╭─ GIVEN DATA
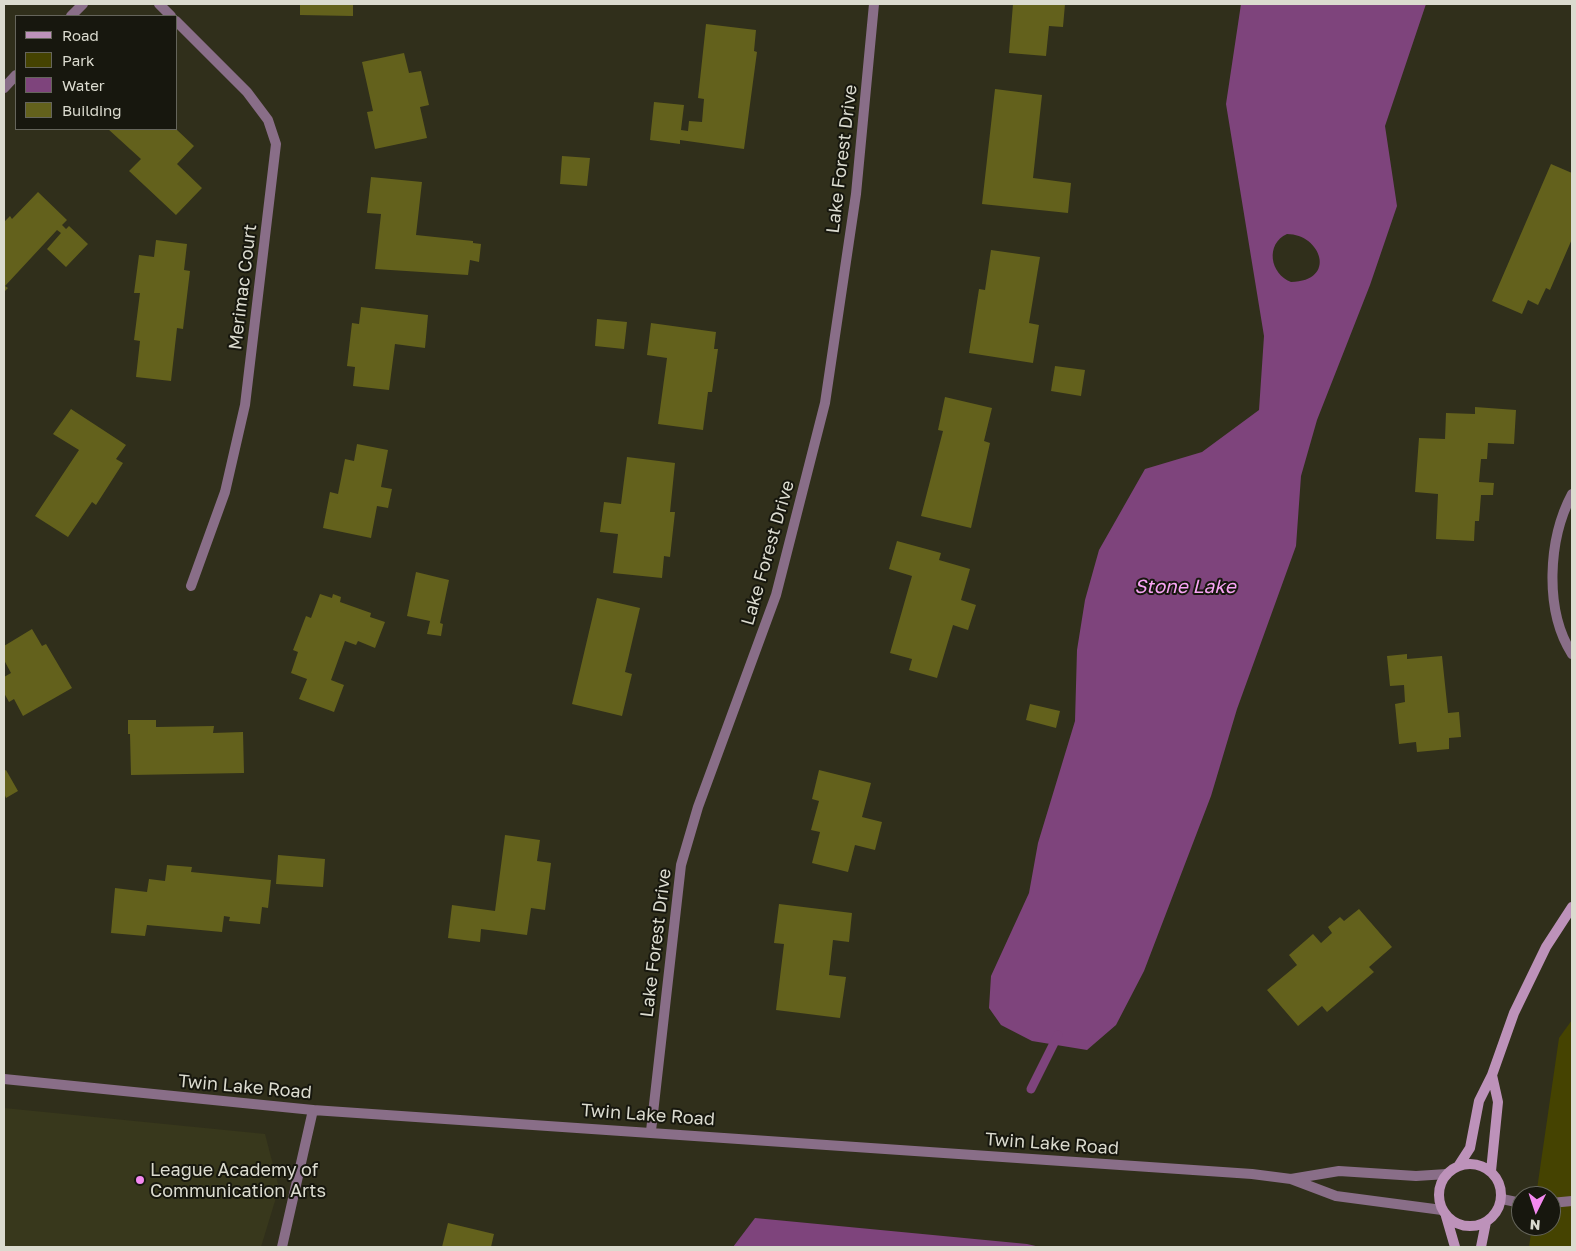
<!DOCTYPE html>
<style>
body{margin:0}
#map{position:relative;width:1576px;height:1251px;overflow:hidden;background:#302f1b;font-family:"Golos Text",sans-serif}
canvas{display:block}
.frame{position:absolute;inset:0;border:5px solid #dbdbcf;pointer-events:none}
.legend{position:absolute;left:15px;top:15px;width:162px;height:115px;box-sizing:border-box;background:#17170e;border:1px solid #65655b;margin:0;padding:6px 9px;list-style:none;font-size:15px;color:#dbdbcf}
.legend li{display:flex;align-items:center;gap:10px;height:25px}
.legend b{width:25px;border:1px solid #65655b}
.north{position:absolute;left:1511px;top:1186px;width:50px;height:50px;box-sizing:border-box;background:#17170e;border:1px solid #65655b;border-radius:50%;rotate:184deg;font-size:14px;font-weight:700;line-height:20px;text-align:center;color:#dbdbcf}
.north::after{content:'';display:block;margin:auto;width:18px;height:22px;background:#f489f0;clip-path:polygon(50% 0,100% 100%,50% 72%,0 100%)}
</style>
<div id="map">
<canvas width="1576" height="1251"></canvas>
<div class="frame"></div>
<ul class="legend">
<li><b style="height:6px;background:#bd92ba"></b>Road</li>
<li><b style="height:14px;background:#454301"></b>Park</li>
<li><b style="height:14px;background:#7e447c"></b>Water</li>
<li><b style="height:14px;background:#63611c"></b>Building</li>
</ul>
<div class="north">N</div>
</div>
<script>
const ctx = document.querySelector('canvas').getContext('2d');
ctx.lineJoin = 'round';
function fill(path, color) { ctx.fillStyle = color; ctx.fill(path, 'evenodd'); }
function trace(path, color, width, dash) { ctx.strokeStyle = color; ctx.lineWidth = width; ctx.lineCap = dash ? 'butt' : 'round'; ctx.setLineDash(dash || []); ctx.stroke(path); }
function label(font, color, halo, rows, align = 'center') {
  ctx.font = font + ' "Golos Text",sans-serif'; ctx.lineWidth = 4; ctx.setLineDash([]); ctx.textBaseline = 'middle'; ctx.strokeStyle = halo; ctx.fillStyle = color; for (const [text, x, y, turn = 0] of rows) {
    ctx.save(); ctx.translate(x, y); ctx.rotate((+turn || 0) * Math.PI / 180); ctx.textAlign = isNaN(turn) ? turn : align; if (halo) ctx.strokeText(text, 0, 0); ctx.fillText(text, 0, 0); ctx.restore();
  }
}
const built = new Path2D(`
 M4 1108 265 1134 279 1188 261 1247H4Z`);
const green = new Path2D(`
 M1572 1020V1247H1529L1532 1226H1551V1196H1536L1559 1038Z`);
const water = new Path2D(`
 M1241 4H1426L1385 126 1397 206 1370 285 1317 420 1301 476 1296 546 1237 709 1211 796 1144 971 1116 1025 1087 1050 1032 1041 1001 1025 989 1008 991 976 1029 893 1038 843 1075 721 1077 650 1085 600 1099 550 1145 469 1202 452 1259 410 1264 336 1226 104ZM1287 234C1321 234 1338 281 1291 282 1270 274 1265 244 1287 234Z
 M755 1218 1027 1244 1040 1247H733Z`);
const stream = new Path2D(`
 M1031 1089 1058 1035`);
const building = new Path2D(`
 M300 4H353V16L300 15Z
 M1013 4H1065L1063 27 1049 26 1046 56 1009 53Z
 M706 24 756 30 754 51 757 52 744 149 680 140V144L650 140 654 102 684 105 681 130 688 131 689 121 702 122 704 99 698 98Z
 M404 53 409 73 421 71 429 105 420 107 427 138 375 149 367 112 373 111 362 62Z
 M995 89 1042 95 1033 178 1071 183 1068 213 982 204Z
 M108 129H176L194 146 177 164 202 188 176 215 129 171 141 159Z
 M562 156 590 158 587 186 560 184Z
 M1551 164 1572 173V239L1550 290 1546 288 1538 305 1528 300 1522 314 1492 301Z
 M371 177 422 182 416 235 473 241V243L481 244 479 262 470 260 468 275 375 269 381 214 367 213Z
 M38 192 67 220 62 225 66 229 69 226 88 244 66 267 47 249 61 233 57 230 5 286 8 288 4 292V222L10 216 12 219Z
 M156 240 187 244 184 270 190 271 183 329 177 328 171 381 136 377 140 341 134 340 140 293H134L139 255 154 257Z
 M991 250 1040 257 1029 323 1039 325 1033 363 969 353 979 289 985 290Z
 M361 307 428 315 425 348 395 344 389 390 353 386 355 367 347 366 352 323 359 324Z
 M597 319 627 322 624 349 595 346Z
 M651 323 716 332 714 349H718L712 392H708L703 430 658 424 667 358 647 355Z
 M1055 366 1085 370 1081 396 1051 391Z
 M945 397 992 408 984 441 990 443 971 528 921 516 943 431 938 430Z
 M1475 407 1516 410 1514 444 1488 443 1487 459H1481L1479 482 1494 483 1493 495H1481L1479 521H1475L1474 541 1436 539 1438 494 1415 492 1419 438 1445 439 1446 413 1475 414Z
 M71 409 126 445 116 459 123 463 96 505 92 502 68 537 35 516 79 450 53 434Z
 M357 444 388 450 381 487 392 489 388 508 377 506 371 538 323 528 330 492 338 494 345 459 354 461Z
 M627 457 675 463 670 512H675L670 557 664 556 662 578 613 573 618 534 600 532 604 502 621 504Z
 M897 541 941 553 939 560 970 569 961 600 976 605 968 630 953 625 937 678 909 670 912 659 890 653 912 576 889 569Z
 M416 572 449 580 440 623 443 624 441 636 427 634 430 621 407 616Z
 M320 594 332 598 333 594 341 597 340 602 371 613 370 617 385 622 375 648 358 641 356 645 345 641 331 680 344 685 334 712 299 699 307 679 291 673 298 652 293 650 306 616 311 618Z
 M597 598 640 608 625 672 632 674 622 716 572 704Z
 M32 629 42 646 46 644 72 688 23 716 14 699 9 702 4 693V677L11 673 4 660V646Z
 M1407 654V659L1442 656 1448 713 1459 712 1461 737 1449 738V749L1417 752 1416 742 1399 744 1395 704 1405 702 1404 685 1390 686 1387 656Z
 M1030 704 1060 711 1056 728 1026 720Z
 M128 720H156V727L214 726 213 733 243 732 244 773 131 775 130 734H128Z
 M6 770 18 791 6 798 4 793V771Z
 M819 770 871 783 862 817 882 822 875 850 855 845 848 872 812 863 820 832 811 830 819 801 812 799Z
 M505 835 540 840 537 861 551 863 545 910 531 908 527 935 481 929 480 942 448 938 452 905 495 911Z
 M278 855 325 859 323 887 276 884Z
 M167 865 192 867 191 872 271 880 268 908 262 907 260 924 229 921 230 917 224 916 222 932 147 925 145 936 111 933 115 888 147 892 149 879 165 881Z
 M779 904 852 913 849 942 833 940 829 975 846 977 840 1018 776 1010 784 944 774 943Z
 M1359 909 1392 947 1369 967 1374 972 1327 1012 1322 1006 1298 1026 1267 990 1297 965 1289 955 1313 934 1321 943 1332 933 1328 927 1340 917 1344 921Z
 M448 1223 494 1234 491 1247H442Z`);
const lane = new Path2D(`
 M1502 1199 1521 1203
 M1551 1203 1572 1201`);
const street = new Path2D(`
 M159 4 171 16
 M71 16 83 4
 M176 21 247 92 268 120 276 144 245 405 225 492 191 586
 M4 88 16 75
 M1572 494C1548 539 1544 610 1572 654
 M4 1079 313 1110 1252 1174 1291 1179 1336 1196 1442 1210
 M651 1131 681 865 698 807 776 595 825 403 856 194 874 4
 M1291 1179 1339 1171 1416 1176 1447 1174
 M282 1247 313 1110`);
const secondary = new Path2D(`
 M1439 1195a31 31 0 1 1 62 0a31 31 0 1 1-62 0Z
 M1459 1165 1470 1148 1479 1101 1492 1075 1514 1013 1546 947 1572 907
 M1491 1171 1498 1102 1492 1075
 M1446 1216 1455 1247
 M1481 1247 1486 1222`);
const markers = [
 [140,1180,5,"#f489f0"]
];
const streetNames = [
 ["Lake Forest Drive",842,159,-83],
 ["Merimac Court",243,287,-83],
 ["Lake Forest Drive",768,553,-74],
 ["Lake Forest Drive",656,943,-83],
 ["Twin Lake Road",245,1087,5],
 ["Twin Lake Road",648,1115,4],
 ["Twin Lake Road",1052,1144,4]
];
const poiNames = [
 ["League Academy of",150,1170],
 ["Communication Arts",150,1191]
];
const waterNames = [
 ["Stone Lake",1185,587]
];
fill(built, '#38381c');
fill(green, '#454301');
fill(water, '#7e447c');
trace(stream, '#7e447c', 9);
fill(building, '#63611c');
trace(lane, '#896e88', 10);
trace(street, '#896e88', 10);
trace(secondary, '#bd92ba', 10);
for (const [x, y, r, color] of markers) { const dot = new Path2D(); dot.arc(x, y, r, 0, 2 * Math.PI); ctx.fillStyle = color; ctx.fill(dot); trace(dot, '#17170e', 2); }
label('18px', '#dbdbcf', '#17170e', streetNames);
label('18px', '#dbdbcf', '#17170e', poiNames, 'left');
label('italic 19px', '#f8a4f4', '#17170e', waterNames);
</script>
╰─
In the data above, how many lines hold the string "setLineDash"? Give the number by itself.

2